[PART1 RFC v4 06/11] KVM: x86: Detect and Initialize AVIC support

From: Suravee Suthikulpanit
Date: Thu Apr 07 2016 - 04:22:01 EST


This patch introduces AVIC-related data structure, and AVIC
initialization code.

There are three main data structures for AVIC:
* Virtual APIC (vAPIC) backing page (per-VCPU)
* Physical APIC ID table (per-VM)
* Logical APIC ID table (per-VM)

Currently, AVIC is disabled by default. Users can manually
enable AVIC via kernel boot option kvm-amd.avic=1 or during
kvm-amd module loading with parameter avic=1.

Signed-off-by: Suravee Suthikulpanit <suravee.suthikulpanit@xxxxxxx>
---
arch/x86/include/asm/kvm_host.h | 5 +
arch/x86/include/asm/svm.h | 3 +
arch/x86/kvm/svm.c | 238 +++++++++++++++++++++++++++++++++++++++-
3 files changed, 245 insertions(+), 1 deletion(-)
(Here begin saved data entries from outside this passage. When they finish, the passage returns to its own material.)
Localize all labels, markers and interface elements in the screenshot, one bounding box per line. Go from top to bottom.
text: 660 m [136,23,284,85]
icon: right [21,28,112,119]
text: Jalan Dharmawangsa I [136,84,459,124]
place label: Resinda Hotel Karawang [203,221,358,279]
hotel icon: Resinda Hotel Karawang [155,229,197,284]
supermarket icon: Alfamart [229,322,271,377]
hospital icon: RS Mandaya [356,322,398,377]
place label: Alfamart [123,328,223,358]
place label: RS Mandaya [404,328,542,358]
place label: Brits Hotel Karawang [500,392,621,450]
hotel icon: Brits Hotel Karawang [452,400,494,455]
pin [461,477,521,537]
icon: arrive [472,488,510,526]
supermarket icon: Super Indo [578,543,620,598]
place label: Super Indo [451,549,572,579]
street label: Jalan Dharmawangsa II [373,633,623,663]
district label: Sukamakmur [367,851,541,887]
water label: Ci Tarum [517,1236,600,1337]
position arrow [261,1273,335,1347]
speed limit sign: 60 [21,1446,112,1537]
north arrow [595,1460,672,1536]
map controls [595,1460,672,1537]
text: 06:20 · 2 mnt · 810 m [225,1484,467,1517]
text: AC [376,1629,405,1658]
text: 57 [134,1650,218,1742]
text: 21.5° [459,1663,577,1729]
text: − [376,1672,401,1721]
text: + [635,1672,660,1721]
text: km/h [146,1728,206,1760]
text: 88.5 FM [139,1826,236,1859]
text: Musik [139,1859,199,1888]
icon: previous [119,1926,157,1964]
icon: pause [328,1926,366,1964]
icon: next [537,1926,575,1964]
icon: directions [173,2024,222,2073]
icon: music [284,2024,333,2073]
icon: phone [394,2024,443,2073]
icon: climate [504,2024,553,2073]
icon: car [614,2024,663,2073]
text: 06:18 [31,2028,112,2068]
diff --git a/arch/x86/include/asm/kvm_host.h b/arch/x86/include/asm/kvm_host.h
index 2268f4c..1df946f 100644
--- a/arch/x86/include/asm/kvm_host.h
+++ b/arch/x86/include/asm/kvm_host.h
@@ -774,6 +774,11 @@ struct kvm_arch {
u8 nr_reserved_ioapic_pins;

bool disabled_lapic_found;
+
+ /* Struct members for AVIC */
+ u32 ldr_mode;
+ struct page *avic_logical_id_table_page;
+ struct page *avic_physical_id_table_page;
};

struct kvm_vm_stat {
diff --git a/arch/x86/include/asm/svm.h b/arch/x86/include/asm/svm.h
index 4711fa4..d0fe23e 100644
--- a/arch/x86/include/asm/svm.h
+++ b/arch/x86/include/asm/svm.h
@@ -116,6 +116,9 @@ struct __attribute__ ((__packed__)) vmcb_control_area {
#define V_INTR_MASKING_SHIFT 24
#define V_INTR_MASKING_MASK (1 << V_INTR_MASKING_SHIFT)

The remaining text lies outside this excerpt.